TASK OBJECTIVE >>
Drop every picture. Then return, exactly, the lines from the beginning of the listing below through the one containing "2px #b5aecf) drop-shadow(0".

DATA UNDER STUDY >>
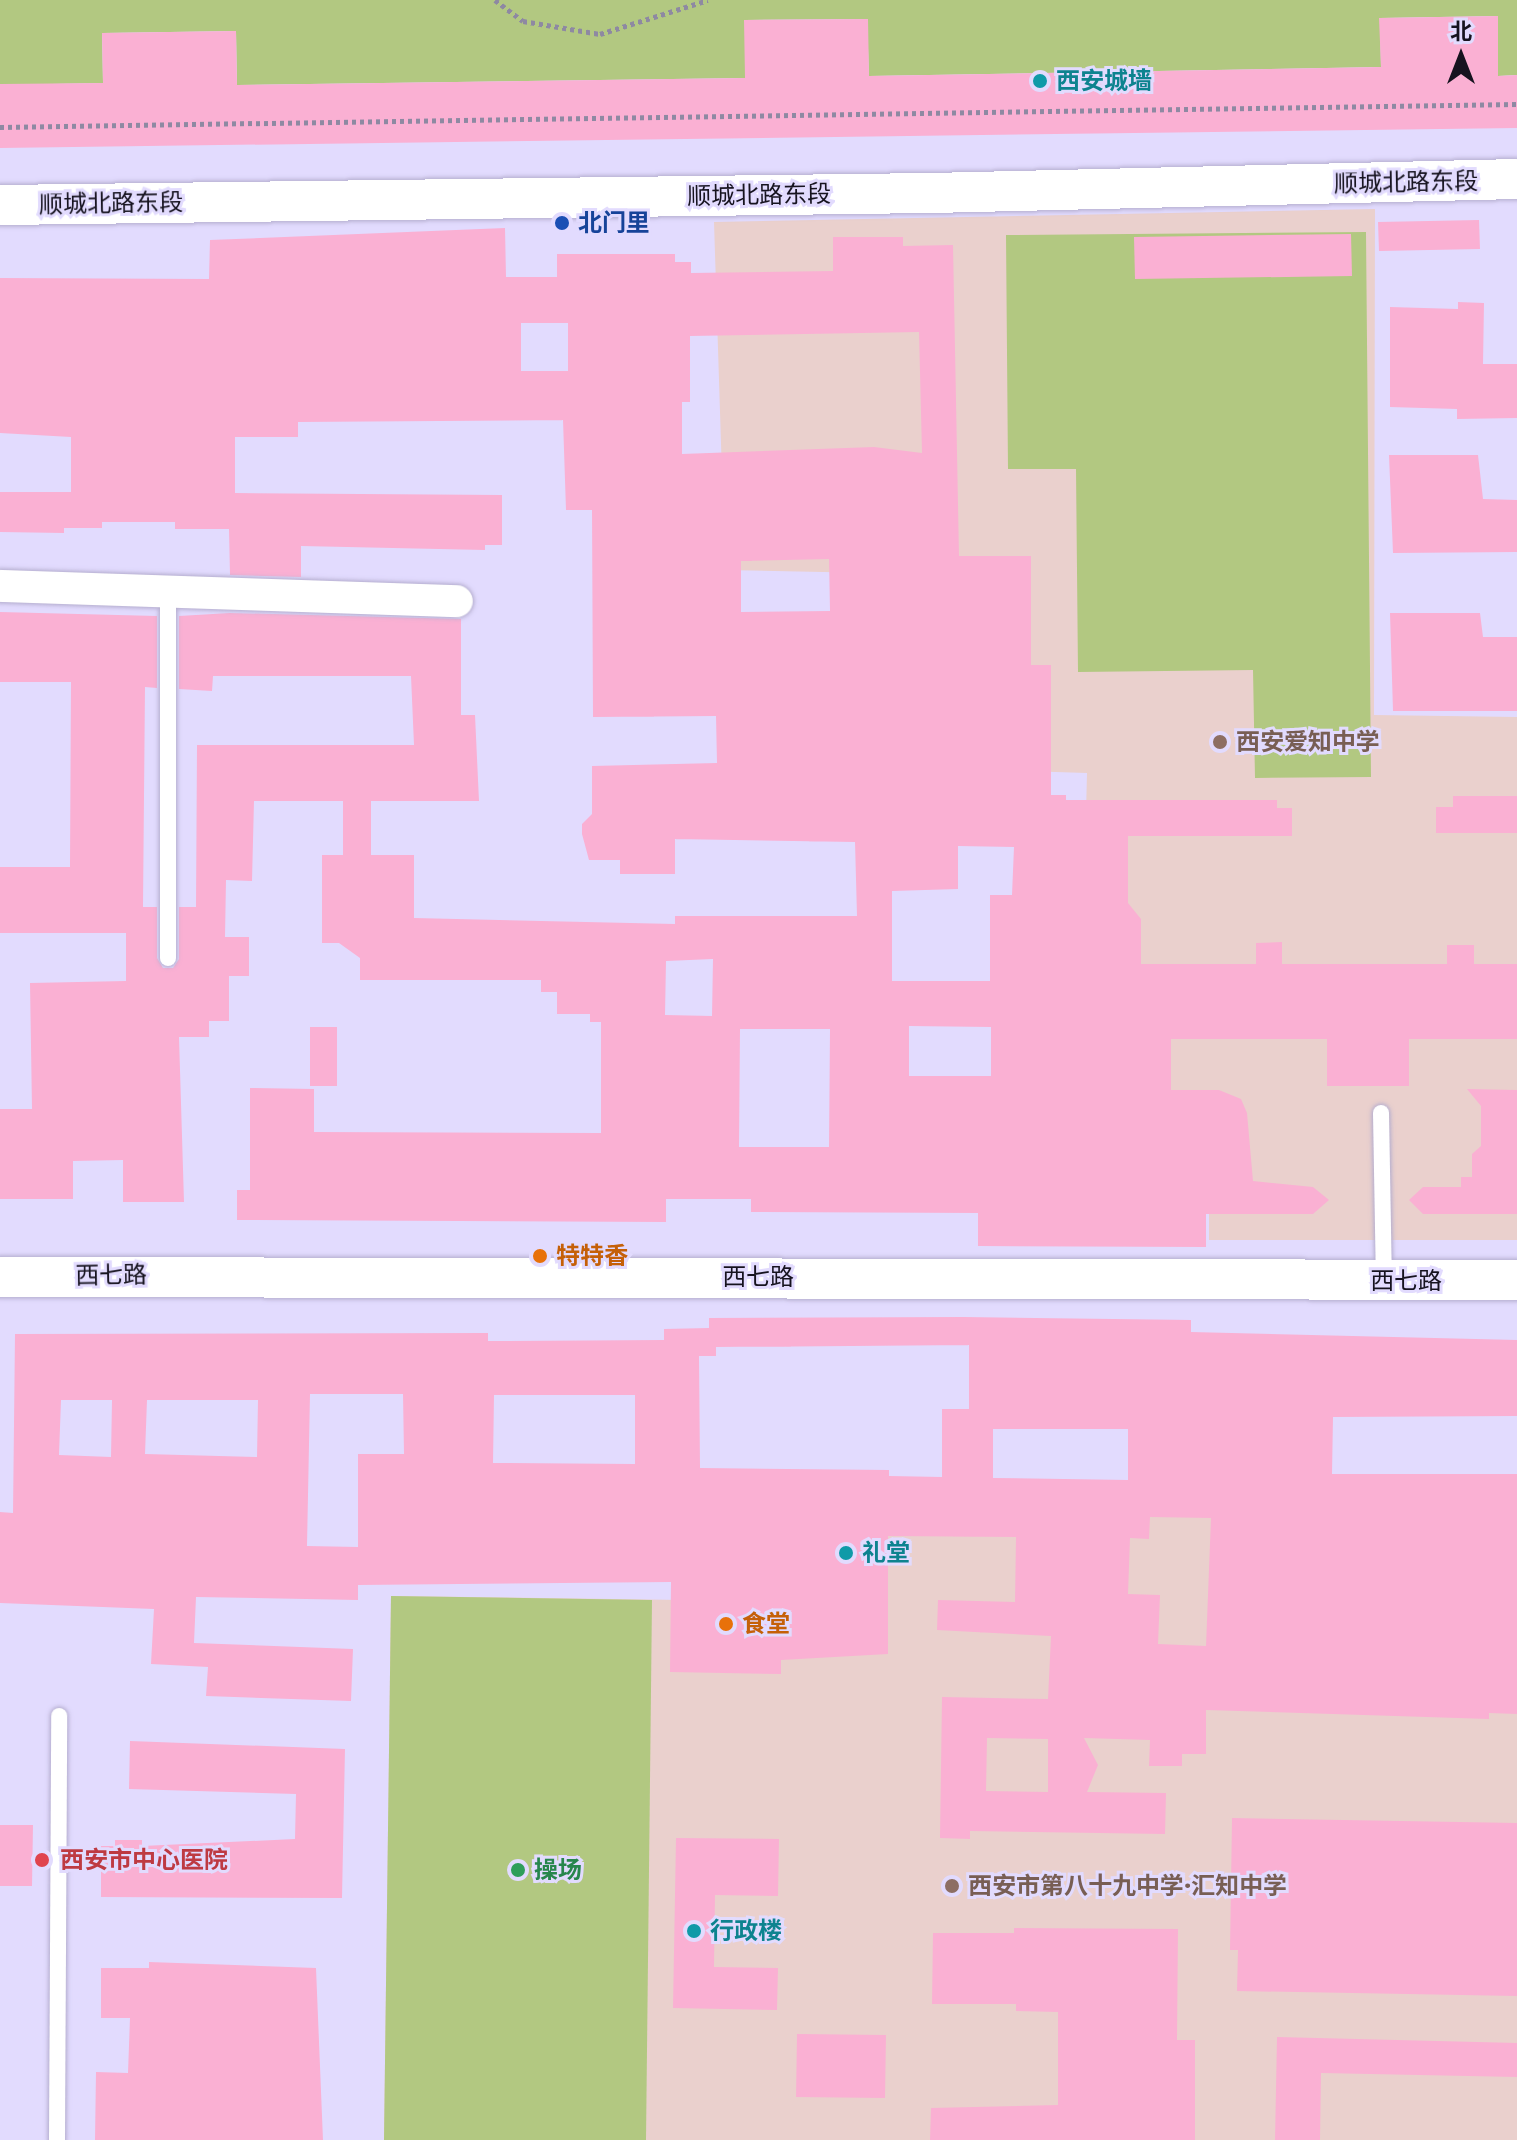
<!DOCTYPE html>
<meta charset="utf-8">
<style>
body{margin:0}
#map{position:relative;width:1517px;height:2140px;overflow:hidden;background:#e2dbfe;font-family:Poppins,"Noto Sans SC",sans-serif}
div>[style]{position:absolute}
.education>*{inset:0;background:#ead0cd}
.green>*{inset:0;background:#b2c881}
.building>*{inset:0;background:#fab0d3}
.path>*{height:5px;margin-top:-2.5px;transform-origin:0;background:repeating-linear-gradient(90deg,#8e89a2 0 4px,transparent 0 8px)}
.roads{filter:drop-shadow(0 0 2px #b5aecf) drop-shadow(0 0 2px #b5aecf)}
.service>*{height:16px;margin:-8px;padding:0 8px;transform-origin:8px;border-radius:8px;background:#fff}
.minor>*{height:32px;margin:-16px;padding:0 16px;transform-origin:16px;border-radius:16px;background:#fff}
.tertiary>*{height:40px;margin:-20px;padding:0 20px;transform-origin:20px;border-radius:20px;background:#fff}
.dots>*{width:22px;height:22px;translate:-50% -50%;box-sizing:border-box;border:4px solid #e2dbfe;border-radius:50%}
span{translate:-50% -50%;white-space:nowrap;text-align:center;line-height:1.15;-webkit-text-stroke:6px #e2dbfe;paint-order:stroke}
.culture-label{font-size:24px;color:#0d838f;font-weight:700}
.left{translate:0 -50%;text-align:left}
.street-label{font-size:24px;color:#16131f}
.transit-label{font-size:24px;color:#164399;font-weight:700}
.education-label{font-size:24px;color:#785e54;font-weight:700}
.food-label{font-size:24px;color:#c56008;font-weight:700}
.health-label{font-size:24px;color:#be3a42;font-weight:700}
.leisure-label{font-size:24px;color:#27864d;font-weight:700}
.north{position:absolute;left:1421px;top:16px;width:80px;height:80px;-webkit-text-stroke:6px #e2dbfe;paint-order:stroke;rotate:0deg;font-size:22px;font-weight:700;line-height:32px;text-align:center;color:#16131f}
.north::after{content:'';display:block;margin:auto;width:28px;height:36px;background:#16131f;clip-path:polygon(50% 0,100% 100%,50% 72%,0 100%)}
</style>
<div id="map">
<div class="education">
<div style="clip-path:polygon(1375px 209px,1374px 715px,1517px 717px,1517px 1240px,1209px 1240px,1209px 1129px,1078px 1128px,1087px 773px,924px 768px,920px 574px,725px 570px,714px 222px)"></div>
<div style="clip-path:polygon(808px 1483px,1222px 1488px,1517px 1631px,1517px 2140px,384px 2140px,391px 1596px,684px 1600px)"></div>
</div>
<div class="green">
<div style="clip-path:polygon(0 0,1517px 0,1517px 75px,1498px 76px,1497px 16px,1380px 18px,1381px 67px,869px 76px,867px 19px,745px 20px,745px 78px,237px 85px,236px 31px,102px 33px,103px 83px,0 85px)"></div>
<div style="clip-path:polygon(1366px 232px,1371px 777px,1255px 778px,1253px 670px,1078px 672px,1076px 469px,1008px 469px,1006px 235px)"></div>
<div style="clip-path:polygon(391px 1596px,652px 1600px,646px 2140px,384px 2140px)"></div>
</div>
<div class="building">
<div style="clip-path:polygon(1498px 16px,1498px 76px,1517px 75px,1517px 128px,0 148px,0 84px,103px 83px,102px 33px,236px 31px,237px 85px,745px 78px,744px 20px,868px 19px,869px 76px,1381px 67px,1379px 18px)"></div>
<div style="clip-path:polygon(1479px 220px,1480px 249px,1379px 251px,1378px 222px)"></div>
<div style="clip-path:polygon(evenodd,505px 228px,506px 277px,557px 277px,557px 254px,675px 254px,675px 262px,691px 262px,691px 273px,833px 271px,833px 237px,903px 237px,903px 246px,953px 245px,959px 556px,1031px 556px,1031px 665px,1051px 665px,1051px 795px,1066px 795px,1066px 800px,1277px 800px,1277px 808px,1292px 808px,1292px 836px,1128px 836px,1128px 903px,1141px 919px,1141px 964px,1256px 964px,1256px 943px,1282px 942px,1282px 964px,1447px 964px,1447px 945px,1474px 945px,1474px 964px,1517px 964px,1517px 1039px,1409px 1039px,1409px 1086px,1327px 1086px,1327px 1039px,1171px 1039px,1171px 1090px,1219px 1090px,1241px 1099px,1247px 1113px,1253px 1181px,1313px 1187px,1329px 1200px,1313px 1214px,1206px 1214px,1206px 1247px,978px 1246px,978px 1213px,751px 1212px,751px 1199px,666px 1199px,666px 1222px,237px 1220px,237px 1190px,250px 1190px,250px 1088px,314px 1089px,314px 1132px,601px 1133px,601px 1022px,590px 1022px,590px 1014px,557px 1014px,557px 992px,541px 992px,541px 980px,360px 980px,360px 958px,339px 943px,322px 943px,322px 855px,343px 855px,343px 801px,254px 801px,252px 881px,226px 880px,225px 937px,249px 937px,249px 976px,229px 976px,229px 1021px,209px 1021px,209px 1037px,179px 1037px,184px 1202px,123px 1202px,123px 1160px,73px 1161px,73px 1199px,0 1199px,0 1109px,32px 1109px,30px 983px,126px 981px,126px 933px,0 933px,0 867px,70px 867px,71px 682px,0 682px,0 612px,157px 616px,157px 688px,145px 687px,143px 907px,157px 907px,157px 958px,163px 968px,173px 968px,179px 959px,179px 907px,196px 907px,197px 745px,414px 745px,411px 676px,213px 676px,212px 691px,179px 689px,179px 616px,230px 613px,461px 619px,461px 715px,475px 715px,479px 801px,371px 801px,371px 855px,414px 855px,414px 918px,675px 924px,675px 916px,857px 916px,855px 842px,675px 839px,675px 874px,620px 874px,620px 860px,589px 860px,582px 834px,582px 824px,592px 814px,592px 766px,717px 763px,716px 716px,593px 717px,592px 510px,566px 510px,563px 420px,298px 422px,298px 437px,235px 437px,235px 493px,502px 495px,502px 545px,485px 545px,485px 550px,301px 546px,301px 577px,230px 575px,229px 529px,175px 529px,175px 522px,102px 522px,102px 528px,64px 528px,64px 533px,0 532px,0 492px,71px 492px,71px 437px,0 433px,0 278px,209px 279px,210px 240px,505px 228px,521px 323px,568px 323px,568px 371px,521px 371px,521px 323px,505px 228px,919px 332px,922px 453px,874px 447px,682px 454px,682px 402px,690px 402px,690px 336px,919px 332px,505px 228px,829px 559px,830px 611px,741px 612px,741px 561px,829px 559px,505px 228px,958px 846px,1014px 847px,1012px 895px,990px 895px,990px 981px,892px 981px,892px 891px,958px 889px,958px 846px,505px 228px,713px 959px,712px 1016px,665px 1015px,666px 961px,713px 959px,505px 228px,909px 1026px,991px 1027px,991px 1076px,909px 1076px,909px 1026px,505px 228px,740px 1029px,830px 1029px,829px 1147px,739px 1147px,740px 1029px)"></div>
<div style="clip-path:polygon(1351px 234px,1352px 276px,1135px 279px,1134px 237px)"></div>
<div style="clip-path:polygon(1458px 302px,1484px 303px,1483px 364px,1517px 364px,1517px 418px,1457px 419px,1457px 409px,1390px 407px,1390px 307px,1458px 309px)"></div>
<div style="clip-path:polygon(1389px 455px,1478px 455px,1483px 499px,1517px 500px,1517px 552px,1393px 553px)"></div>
<div style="clip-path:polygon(1390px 613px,1480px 613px,1483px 637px,1517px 637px,1517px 711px,1393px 711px)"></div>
<div style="clip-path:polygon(1453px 796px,1517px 796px,1517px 833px,1436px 833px,1436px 807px,1453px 807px)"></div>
<div style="clip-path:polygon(310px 1027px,337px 1027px,337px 1086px,310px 1086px)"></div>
<div style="clip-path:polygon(1467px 1089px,1517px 1090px,1517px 1214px,1423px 1214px,1409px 1200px,1423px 1187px,1461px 1187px,1461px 1177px,1472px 1177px,1472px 1154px,1481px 1146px,1481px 1106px)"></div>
<div style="clip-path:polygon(evenodd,963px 1317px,1191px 1320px,1191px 1332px,1517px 1340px,1517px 1416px,1333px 1417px,1332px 1474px,1517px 1474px,1517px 1714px,1489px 1713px,1489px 1719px,1206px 1710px,1206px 1754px,1182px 1754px,1182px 1766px,1149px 1766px,1150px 1740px,1084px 1738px,1098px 1765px,1087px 1792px,1166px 1793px,1165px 1834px,970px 1831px,970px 1839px,940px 1838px,942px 1697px,1048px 1699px,1051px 1636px,937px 1630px,938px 1600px,1015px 1602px,1016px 1537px,888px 1536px,888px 1654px,781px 1660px,781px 1674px,670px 1672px,671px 1582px,358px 1585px,358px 1600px,196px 1597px,194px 1643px,353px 1649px,351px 1701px,206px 1696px,208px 1667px,151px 1664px,154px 1609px,0 1603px,0 1512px,13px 1513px,15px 1334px,488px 1333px,488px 1341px,664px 1340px,664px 1329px,709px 1328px,709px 1318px,963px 1317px,969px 1345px,969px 1409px,942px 1409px,942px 1477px,889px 1476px,889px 1470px,700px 1468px,699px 1356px,716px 1356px,716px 1347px,969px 1345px,963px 1317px,310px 1394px,403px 1394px,404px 1454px,358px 1454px,358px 1547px,307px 1546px,310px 1394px,963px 1317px,494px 1395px,635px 1395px,635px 1464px,493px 1463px,494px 1395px,963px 1317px,61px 1400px,112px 1400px,111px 1457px,59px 1455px,61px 1400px,963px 1317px,147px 1400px,258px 1400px,257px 1457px,145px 1454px,147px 1400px,963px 1317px,993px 1429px,1128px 1429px,1128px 1480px,993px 1478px,993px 1429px,963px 1317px,1150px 1517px,1211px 1518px,1206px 1646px,1158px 1644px,1160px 1595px,1128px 1594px,1130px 1538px,1149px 1539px,1150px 1517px,963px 1317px,987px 1738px,1048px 1739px,1048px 1792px,986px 1791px,987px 1738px)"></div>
<div style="clip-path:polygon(130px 1741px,345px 1749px,342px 1898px,101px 1897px,101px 1846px,115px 1846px,115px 1840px,142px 1840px,142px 1846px,295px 1839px,296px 1794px,129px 1789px)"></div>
<div style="clip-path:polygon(1232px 1818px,1517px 1823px,1517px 1996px,1237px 1991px,1238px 1950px,1230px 1950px)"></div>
<div style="clip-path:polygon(0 1825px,33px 1825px,32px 1886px,0 1886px)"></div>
<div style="clip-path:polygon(676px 1838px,779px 1839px,778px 1896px,715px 1895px,714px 1967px,778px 1968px,777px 2010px,673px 2008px)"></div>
<div style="clip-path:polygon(1014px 1928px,1178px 1929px,1177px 2040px,1195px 2040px,1195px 2140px,930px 2140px,931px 2108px,1058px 2105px,1058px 2012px,1016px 2011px,1016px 2004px,932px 2004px,933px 1933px,1014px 1933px)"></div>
<div style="clip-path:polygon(149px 1962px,316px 1968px,323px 2140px,95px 2140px,96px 2072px,128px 2073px,130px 2018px,101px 2018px,101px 1968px,149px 1968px)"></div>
<div style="clip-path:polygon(797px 2034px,886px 2035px,885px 2098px,796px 2097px)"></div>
<div style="clip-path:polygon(1277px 2037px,1517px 2043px,1517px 2077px,1321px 2073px,1320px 2140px,1275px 2140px)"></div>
</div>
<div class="path">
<div style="left:495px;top:0;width:35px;rotate:37deg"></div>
<div style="left:523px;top:21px;width:78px;rotate:9.6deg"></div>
<div style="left:600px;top:34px;width:113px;rotate:-17.5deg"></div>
<div style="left:0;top:127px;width:1517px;rotate:-0.87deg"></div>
</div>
<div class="roads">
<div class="service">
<div style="left:168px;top:594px;width:364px;rotate:90deg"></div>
<div style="left:1381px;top:1113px;width:167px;rotate:89deg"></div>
<div style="left:57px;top:2140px;width:424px;rotate:-89.7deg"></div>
</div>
<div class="minor">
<div style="left:0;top:586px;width:457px;rotate:1.9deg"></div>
</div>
<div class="tertiary">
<div style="left:0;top:205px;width:932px;rotate:-0.74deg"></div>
<div style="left:932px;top:193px;width:585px;rotate:-1.37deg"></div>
<div style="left:0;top:1277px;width:1517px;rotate:0.11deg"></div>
</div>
</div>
<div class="dots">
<div style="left:1040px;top:81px;background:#0f9aa8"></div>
<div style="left:562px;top:223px;background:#1a4fb4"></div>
<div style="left:1220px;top:742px;background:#8d6e63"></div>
<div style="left:540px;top:1256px;background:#e8710a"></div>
<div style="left:846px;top:1553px;background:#0f9aa8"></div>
<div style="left:726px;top:1624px;background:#e8710a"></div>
<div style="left:42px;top:1860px;background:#e0444e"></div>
<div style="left:518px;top:1870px;background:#2e9e5b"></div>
<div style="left:952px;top:1886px;background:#8d6e63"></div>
<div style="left:694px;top:1931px;background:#0f9aa8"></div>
</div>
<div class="culture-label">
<span class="left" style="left:1056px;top:81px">西安城墙</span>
<span class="left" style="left:862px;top:1553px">礼堂</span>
<span class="left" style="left:710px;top:1931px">行政楼</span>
</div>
<div class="street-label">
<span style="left:1406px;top:182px;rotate:-1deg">顺城北路东段</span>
<span style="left:759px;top:195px;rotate:-1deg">顺城北路东段</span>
<span style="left:111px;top:203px;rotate:-1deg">顺城北路东段</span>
<span style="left:111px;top:1275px;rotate:-1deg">西七路</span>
<span style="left:758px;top:1277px">西七路</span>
<span style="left:1406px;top:1281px">西七路</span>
</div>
<div class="transit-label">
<span class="left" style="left:578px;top:223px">北门里</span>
</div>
<div class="education-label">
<span class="left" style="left:1236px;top:742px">西安爱知中学</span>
<span class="left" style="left:968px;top:1886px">西安市第八十九中学·汇知中学</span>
</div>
<div class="food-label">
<span class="left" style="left:556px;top:1256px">特特香</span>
<span class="left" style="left:742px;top:1624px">食堂</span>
</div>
<div class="health-label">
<span class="left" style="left:60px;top:1860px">西安市中心医院</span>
</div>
<div class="leisure-label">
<span class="left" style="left:534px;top:1870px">操场</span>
</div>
<div class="north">北</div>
</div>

REPLY TO THE EXERCISE >>
<!DOCTYPE html>
<meta charset="utf-8">
<style>
body{margin:0}
#map{position:relative;width:1517px;height:2140px;overflow:hidden;background:#e2dbfe;font-family:Poppins,"Noto Sans SC",sans-serif}
div>[style]{position:absolute}
.education>*{inset:0;background:#ead0cd}
.green>*{inset:0;background:#b2c881}
.building>*{inset:0;background:#fab0d3}
.path>*{height:5px;margin-top:-2.5px;transform-origin:0;background:repeating-linear-gradient(90deg,#8e89a2 0 4px,transparent 0 8px)}
.roads{filter:drop-shadow(0 0 2px #b5aecf) drop-shadow(0 0 2px #b5aecf)}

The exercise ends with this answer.